Each bearing seat 5 protrudes below the inner wall of one end of the bearing 6, an oil return port 24 is formed in each bearing seat 5, the oil return port 24 formed in each bearing seat 5 is located below the oil nozzle 153, the diameter of the upper end of each oil return port 24 is larger than that of the lower end of each oil return port, and the diameter of each oil return port 24 gradually decreases from top to bottom along the axis direction.
Referring to fig. 1 and 2, a return assembly 25 is connected to each return port 24, and the return assembly 25 includes a third check valve 251 and a return line 252. The third check valve 251 is fixedly connected to the oil return port 24, the oil return pipeline 252 is connected to one end of the third check valve 251 far away from the oil return port 24, and the third check valve 251 is in one-way communication from the oil return port 24 to the oil return pipeline 252.
The oil return pipelines 252 of the two oil return assemblies 25 are commonly connected with the communication pipeline 26, the middle section of the communication pipeline 26 is connected with the oil outlet branch 27, one end of the oil outlet branch 27 far away from the communication pipeline 26 is connected with the fourth one-way valve 28, one end of the fourth one-way valve 28 far away from the communication pipeline 26 is connected with the oil return tank 9, and the fourth one-way valve 28 is communicated with the oil return tank 9 in one way from the oil outlet branch 27.
The communicating pipeline 26 is connected with a second branch 29, the second branch 29 extends into the housing 1 from the lower end of the outer wall of the housing 1 from bottom to top, and the upper end of the second branch 29 is connected with a second piston cavity 30. The second piston chamber 30 is disposed in a vertical direction, the second piston chamber 30 is slidably connected with a second piston 31, and the second piston 31 slides in the second piston chamber 30 along the vertical direction. The upper end of the second piston cavity 30 is coaxially fixed by a second limit ring 32, and the diameter of the inner ring of the second limit ring 32 is smaller than that of the piston cavity for limiting the second piston 31 to be separated from the second piston cavity 30. A second magnetic block 33 is fixedly connected to the upper end of the second piston 31, and a magnetic pole of one end of the second magnetic block 33 far away from the second piston 31 is opposite to a magnetic pole of one end of the second magnetic member 23 far away from the first magnetic member 22. The second piston cavity 30, the second piston 31, the second magnetic block 33, the first piston cavity 17, the first piston 18 and the first magnetic block 19 are symmetrically distributed about the axis of the rotating shaft 4, and the second piston cavity 30 is located right below the first piston cavity 17.

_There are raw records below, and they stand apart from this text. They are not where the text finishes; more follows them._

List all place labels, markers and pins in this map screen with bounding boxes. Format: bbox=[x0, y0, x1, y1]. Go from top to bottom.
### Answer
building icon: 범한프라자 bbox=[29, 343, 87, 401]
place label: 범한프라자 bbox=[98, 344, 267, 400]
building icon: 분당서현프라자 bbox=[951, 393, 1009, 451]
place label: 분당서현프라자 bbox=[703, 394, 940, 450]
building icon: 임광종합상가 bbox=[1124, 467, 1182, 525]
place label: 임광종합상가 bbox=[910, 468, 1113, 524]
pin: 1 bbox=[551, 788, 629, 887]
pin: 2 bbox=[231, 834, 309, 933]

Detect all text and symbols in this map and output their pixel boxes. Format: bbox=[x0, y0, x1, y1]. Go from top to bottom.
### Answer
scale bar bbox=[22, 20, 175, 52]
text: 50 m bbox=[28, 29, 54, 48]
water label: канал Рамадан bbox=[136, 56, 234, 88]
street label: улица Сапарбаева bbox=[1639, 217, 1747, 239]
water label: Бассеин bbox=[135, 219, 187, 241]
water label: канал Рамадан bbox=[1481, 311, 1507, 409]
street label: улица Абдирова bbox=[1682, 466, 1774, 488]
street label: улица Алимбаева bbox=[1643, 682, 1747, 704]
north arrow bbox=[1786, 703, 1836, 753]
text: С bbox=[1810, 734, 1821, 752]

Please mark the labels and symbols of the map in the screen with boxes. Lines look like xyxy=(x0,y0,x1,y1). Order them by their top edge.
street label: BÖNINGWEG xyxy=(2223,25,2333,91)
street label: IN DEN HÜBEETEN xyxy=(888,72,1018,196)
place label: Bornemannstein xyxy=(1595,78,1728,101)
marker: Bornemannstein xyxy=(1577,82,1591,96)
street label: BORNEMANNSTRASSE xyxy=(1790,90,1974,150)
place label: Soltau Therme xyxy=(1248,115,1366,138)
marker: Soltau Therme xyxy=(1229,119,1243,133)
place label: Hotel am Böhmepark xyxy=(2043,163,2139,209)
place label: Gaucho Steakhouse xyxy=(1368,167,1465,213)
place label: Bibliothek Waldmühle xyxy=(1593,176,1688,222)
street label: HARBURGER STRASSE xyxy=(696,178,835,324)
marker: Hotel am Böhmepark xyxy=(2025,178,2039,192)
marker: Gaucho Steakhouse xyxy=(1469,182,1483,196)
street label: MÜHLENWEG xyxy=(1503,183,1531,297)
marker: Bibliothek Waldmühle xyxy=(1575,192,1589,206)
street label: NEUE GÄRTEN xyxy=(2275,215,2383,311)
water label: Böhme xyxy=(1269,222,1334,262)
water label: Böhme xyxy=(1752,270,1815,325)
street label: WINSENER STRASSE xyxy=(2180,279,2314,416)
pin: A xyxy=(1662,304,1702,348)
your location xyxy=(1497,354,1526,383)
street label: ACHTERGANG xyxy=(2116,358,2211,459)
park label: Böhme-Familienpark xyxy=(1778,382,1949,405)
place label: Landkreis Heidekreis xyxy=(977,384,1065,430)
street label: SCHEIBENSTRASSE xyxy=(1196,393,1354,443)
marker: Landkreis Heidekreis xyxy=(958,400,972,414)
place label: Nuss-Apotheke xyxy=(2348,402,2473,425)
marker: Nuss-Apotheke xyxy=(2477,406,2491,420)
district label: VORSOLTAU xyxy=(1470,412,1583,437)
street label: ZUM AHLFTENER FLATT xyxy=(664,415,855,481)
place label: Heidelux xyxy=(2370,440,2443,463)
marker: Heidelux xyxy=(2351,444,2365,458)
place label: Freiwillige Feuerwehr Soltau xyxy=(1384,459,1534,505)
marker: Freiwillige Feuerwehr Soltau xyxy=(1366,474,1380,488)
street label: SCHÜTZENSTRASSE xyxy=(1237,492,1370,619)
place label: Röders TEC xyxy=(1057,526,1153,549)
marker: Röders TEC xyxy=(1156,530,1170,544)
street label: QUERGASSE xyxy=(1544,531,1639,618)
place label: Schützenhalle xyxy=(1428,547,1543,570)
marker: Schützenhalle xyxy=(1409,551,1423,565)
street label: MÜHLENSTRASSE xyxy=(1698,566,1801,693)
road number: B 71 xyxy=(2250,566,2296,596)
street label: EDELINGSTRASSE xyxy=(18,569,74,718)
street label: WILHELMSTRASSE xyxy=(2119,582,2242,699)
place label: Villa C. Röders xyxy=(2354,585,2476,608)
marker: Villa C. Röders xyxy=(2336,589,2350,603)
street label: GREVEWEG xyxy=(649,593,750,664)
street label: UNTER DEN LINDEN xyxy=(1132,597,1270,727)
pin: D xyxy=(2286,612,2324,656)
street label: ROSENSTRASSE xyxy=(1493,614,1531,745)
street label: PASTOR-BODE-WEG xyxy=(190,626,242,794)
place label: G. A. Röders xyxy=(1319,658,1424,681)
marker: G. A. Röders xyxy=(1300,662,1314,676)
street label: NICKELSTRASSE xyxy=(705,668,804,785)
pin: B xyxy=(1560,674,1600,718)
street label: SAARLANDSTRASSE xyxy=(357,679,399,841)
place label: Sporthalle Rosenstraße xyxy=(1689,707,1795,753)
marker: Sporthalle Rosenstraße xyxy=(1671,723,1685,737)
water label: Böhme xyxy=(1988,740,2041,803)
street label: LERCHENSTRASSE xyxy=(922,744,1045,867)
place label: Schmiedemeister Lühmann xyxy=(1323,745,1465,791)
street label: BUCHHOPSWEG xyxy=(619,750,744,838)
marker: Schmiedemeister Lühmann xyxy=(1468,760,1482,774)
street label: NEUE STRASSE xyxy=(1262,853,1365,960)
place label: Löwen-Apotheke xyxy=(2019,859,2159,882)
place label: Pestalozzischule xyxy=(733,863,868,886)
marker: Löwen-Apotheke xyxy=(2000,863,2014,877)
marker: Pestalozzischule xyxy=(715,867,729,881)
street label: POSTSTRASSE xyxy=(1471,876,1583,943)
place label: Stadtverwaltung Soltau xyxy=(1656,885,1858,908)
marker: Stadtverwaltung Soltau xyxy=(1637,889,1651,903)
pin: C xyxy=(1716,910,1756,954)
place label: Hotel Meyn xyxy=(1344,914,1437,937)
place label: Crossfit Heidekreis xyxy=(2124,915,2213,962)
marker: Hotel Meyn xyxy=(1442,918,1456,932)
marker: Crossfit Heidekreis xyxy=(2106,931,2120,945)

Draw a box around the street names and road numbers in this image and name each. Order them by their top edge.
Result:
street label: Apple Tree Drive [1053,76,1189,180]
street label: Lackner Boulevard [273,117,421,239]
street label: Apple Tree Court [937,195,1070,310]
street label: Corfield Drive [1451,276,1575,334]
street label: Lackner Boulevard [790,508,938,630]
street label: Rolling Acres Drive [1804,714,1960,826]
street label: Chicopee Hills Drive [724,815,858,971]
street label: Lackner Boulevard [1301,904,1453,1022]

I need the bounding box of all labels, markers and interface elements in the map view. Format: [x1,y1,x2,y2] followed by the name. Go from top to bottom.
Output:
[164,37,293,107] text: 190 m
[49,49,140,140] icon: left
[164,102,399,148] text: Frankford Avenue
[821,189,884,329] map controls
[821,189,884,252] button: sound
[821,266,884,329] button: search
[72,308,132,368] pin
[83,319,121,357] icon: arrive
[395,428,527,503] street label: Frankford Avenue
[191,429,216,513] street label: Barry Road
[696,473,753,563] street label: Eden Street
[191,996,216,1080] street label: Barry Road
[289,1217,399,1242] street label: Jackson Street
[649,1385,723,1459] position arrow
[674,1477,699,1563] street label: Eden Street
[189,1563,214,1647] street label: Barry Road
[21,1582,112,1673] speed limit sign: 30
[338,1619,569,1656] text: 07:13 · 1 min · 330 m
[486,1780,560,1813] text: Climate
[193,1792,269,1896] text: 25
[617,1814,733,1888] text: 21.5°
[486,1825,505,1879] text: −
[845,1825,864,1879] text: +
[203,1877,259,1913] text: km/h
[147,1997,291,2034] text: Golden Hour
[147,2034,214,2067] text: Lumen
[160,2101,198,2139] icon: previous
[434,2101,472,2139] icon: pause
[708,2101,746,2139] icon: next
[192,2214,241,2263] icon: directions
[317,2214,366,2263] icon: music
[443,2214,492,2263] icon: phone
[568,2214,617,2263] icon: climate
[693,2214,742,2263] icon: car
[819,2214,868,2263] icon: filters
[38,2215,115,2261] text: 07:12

The actual process of lubrication of the bearing 6 is as follows:
firstly, taking out the oil plug 12 at the oil inlet hole 11, checking the oil condition of the oil storage tank 8, and injecting a proper amount of lubricating oil into the oil storage tank 8 through the oil inlet hole 11;
Referring to fig. 2 and 4, when the motor is operated, the rotating shaft 4 drives the sun gear 211 to rotate, and the sun gear 211 drives the planet carrier 214 to rotate through the three planet pinions 212; the planet carrier 214 drives the first magnetic part 22 and the second magnetic part 23 to rotate around the axis during the rotation process; when the first magnetic part 22 approaches the first magnetic block 19 in the rotation process, the first magnetic block 19 is attracted, so that the first magnetic block 19 drives the first piston 18 to slide downwards in the first piston cavity 17, after the first piston 18 slides downwards, the air pressure inside the first branch 16, the oil supply branch 151 and the oil inlet pipeline 14 is reduced, and since the second check valve 152 is in one-way conduction from the oil supply branch 151 to the oil nipple 153, the lubricating oil in the oil storage tank 8 is sequentially conveyed to the oil inlet pipeline 14 and the oil supply branch 151 through the first check valve 13;
referring to fig. 1 and 2, when the second magnetic member 23 approaches the first magnetic block 19 in the rotation process, the first magnetic block 19 is repelled, so that the first magnetic block 19 drives the first piston 18 to move upward in the first piston cavity 17, which may cause the air pressure inside the first branch 16, the oil supply branch 151, and the oil inlet pipeline 14 to increase, and since the first check valve 13 is in one-way communication from the oil storage tank 8 to the oil inlet pipeline 14, the lubricating oil in the oil inlet pipeline 14 and the oil supply branch 151 is only ejected through the oil nipple 153, and the lubricating oil ejected from the oil nipple 153 adheres to the axial surface of the bearing 6, so as to lubricate the bearing 6, reduce the friction between the bearing 6 and the rotating shaft 4, and prolong the service life of the motor;
The lubricating oil overflowing from the axial end face of the bearing 6 is recovered through the oil return port 24 while the bearing 6 is lubricated. When the second magnetic member 23 approaches the second magnetic block 33 during the rotation process, the second magnetic member 23 will attract the second magnetic block 33, so that the second magnetic block 33 drives the second piston 31 to slide upwards in the second piston cavity 30, and the air pressure inside the second branch 29, the oil outlet branch 27, the oil return pipeline 252 and the communication pipeline 26 is reduced, so that the lubricating oil at the oil return port 24 is sucked into the oil return pipeline 252. When the first magnetic member 22 approaches the second magnetic block 33 during the rotation process, the first magnetic member 22 repels the second magnetic block 33, so that the second magnetic block 33 drives the second piston 31 to slide downward in the second piston cavity 30, and further the air pressure inside the second branch 29, the oil outlet branch 27, the oil return pipeline 252 and the communication pipeline 26 is increased, and since the third check valve 251 is communicated from the oil return port 24 to the oil return pipeline 252 in a single direction, the lubricating oil in the oil return pipeline 252 and the oil outlet branch 27 is only conveyed to the oil return tank 9 through the fourth check valve 28, thereby recovering the lubricating oil.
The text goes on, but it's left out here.